- _Problem to work on_: Each line below that includes the word "Trenton" is to be reported.

------------------------------------

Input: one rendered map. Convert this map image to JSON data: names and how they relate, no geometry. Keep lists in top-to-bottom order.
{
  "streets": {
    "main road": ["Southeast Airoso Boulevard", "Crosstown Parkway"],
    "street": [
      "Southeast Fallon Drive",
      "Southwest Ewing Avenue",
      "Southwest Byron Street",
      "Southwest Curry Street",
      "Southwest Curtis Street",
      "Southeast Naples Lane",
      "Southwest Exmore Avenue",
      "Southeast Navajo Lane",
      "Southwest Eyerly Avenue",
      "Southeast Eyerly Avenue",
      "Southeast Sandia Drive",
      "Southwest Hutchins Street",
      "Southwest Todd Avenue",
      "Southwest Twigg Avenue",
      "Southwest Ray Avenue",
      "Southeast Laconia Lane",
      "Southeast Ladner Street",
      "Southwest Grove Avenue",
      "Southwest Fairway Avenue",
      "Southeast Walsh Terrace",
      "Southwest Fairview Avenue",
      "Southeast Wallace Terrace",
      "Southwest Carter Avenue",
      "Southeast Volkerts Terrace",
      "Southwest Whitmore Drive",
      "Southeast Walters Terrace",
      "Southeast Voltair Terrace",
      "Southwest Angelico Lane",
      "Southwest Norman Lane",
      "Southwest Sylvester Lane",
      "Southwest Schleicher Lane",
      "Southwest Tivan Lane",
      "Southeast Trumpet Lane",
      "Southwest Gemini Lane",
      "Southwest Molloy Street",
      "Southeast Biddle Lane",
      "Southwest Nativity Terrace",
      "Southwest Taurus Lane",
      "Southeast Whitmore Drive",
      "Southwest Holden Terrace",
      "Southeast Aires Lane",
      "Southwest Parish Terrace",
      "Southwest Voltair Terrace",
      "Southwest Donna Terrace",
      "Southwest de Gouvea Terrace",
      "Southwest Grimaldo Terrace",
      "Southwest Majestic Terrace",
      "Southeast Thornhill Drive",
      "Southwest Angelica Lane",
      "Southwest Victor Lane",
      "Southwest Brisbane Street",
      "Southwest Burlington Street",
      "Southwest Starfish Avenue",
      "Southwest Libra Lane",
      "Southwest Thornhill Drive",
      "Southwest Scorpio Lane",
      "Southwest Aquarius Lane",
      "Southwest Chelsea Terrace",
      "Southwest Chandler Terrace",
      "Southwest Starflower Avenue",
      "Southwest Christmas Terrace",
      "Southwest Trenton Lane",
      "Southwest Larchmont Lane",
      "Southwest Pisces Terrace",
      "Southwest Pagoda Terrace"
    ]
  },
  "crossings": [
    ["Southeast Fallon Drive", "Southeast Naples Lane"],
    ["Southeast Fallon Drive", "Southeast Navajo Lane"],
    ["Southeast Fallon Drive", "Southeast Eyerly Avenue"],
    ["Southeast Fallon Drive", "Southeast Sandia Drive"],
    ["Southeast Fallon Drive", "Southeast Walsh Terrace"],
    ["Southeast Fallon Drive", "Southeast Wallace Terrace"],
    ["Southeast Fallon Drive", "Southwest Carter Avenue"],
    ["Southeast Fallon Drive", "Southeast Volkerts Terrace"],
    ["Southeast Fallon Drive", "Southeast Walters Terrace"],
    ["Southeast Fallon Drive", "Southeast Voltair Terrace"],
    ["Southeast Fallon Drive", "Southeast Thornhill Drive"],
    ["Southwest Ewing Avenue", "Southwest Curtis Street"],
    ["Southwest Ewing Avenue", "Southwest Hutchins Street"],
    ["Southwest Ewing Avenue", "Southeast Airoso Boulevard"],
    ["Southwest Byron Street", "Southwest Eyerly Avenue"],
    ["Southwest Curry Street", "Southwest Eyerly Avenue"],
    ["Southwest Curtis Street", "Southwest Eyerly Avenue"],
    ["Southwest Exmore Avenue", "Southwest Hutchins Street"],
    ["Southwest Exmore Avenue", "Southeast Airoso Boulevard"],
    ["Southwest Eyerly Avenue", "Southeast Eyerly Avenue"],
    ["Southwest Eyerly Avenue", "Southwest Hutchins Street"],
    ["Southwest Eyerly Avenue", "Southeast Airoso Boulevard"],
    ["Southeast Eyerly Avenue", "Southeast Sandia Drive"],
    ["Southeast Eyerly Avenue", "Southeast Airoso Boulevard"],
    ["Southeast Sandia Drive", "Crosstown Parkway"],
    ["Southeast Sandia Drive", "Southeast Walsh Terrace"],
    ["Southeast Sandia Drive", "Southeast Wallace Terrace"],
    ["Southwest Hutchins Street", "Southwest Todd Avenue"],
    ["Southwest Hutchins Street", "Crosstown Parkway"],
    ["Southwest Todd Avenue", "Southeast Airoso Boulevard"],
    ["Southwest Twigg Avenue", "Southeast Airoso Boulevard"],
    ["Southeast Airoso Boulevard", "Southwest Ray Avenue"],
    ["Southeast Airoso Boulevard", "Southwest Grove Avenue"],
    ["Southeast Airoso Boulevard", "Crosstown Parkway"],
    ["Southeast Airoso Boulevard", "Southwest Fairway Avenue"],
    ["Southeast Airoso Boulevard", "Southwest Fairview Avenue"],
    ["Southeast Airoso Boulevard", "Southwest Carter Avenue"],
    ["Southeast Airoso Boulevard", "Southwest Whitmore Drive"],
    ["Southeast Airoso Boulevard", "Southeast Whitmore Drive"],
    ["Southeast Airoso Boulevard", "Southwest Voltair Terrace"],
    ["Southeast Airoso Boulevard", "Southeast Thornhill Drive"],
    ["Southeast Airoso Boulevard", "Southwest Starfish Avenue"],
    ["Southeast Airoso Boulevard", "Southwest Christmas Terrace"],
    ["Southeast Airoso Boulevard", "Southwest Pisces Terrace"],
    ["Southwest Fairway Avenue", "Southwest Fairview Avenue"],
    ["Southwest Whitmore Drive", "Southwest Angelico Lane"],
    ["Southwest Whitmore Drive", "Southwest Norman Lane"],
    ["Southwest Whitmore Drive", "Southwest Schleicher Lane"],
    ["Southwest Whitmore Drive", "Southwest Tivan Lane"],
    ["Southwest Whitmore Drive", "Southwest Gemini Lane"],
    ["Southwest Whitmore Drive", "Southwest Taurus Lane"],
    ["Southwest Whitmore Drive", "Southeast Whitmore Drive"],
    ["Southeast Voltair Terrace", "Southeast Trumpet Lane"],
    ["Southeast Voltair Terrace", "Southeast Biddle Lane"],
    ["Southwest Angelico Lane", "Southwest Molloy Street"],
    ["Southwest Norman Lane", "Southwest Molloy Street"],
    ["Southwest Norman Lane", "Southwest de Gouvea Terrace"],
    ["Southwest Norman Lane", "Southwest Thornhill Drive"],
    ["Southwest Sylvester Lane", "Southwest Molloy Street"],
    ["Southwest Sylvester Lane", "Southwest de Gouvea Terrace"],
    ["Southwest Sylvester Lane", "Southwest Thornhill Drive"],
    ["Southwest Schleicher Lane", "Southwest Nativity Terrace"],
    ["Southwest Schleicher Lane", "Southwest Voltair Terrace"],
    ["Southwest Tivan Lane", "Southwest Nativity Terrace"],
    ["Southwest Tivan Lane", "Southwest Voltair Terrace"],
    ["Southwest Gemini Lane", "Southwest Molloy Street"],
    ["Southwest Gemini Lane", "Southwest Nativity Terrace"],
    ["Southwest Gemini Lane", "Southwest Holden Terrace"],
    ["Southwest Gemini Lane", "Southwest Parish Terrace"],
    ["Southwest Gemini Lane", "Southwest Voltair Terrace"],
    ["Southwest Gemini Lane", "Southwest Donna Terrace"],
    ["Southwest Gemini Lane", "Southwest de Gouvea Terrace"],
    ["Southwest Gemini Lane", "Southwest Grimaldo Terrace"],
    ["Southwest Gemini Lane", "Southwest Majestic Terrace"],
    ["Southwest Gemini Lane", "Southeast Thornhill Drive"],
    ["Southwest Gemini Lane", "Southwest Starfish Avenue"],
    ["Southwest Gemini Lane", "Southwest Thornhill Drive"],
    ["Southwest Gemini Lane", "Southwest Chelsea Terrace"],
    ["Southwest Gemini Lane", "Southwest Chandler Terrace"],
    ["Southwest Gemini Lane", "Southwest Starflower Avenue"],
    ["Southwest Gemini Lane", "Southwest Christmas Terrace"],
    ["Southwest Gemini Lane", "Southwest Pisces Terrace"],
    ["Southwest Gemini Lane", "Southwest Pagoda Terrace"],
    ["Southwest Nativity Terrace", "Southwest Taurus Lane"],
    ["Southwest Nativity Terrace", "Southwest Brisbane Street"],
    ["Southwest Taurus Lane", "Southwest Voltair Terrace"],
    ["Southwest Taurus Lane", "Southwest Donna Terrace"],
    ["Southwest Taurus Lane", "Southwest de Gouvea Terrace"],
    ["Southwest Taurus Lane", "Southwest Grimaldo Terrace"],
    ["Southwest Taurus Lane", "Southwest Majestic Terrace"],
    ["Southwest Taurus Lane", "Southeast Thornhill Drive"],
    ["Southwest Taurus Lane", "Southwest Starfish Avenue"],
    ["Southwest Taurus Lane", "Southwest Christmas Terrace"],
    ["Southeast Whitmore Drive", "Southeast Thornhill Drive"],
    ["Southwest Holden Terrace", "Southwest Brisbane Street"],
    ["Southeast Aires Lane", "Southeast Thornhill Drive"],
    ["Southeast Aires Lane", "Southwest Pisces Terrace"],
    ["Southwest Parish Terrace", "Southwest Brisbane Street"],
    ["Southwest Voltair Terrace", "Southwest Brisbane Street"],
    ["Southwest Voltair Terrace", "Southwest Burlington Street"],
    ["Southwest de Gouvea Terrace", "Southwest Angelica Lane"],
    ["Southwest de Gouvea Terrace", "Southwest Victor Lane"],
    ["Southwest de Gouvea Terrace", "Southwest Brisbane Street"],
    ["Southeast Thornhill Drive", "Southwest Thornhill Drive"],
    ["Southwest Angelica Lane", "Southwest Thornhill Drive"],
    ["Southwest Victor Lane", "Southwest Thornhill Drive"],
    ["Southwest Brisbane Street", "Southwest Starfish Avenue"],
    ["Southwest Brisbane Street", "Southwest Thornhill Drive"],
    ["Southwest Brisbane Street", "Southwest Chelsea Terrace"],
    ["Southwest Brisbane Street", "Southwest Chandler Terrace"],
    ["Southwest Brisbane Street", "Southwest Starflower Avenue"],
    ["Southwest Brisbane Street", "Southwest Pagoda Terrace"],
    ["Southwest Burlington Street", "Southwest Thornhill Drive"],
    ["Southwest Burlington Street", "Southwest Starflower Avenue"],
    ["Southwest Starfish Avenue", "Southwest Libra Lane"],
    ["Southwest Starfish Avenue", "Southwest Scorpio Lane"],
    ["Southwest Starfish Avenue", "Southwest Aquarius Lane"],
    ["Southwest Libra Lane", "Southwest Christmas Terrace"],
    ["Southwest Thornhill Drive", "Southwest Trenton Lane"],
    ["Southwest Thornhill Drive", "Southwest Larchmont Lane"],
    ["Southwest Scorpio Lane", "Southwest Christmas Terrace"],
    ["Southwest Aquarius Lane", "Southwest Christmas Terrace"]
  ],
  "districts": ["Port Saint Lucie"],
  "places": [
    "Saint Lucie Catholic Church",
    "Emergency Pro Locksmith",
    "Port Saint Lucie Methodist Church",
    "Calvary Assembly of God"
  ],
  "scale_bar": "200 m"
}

------------------------------------

- _Response to the exercise_:
      "Southwest Trenton Lane",
    ["Southwest Thornhill Drive", "Southwest Trenton Lane"],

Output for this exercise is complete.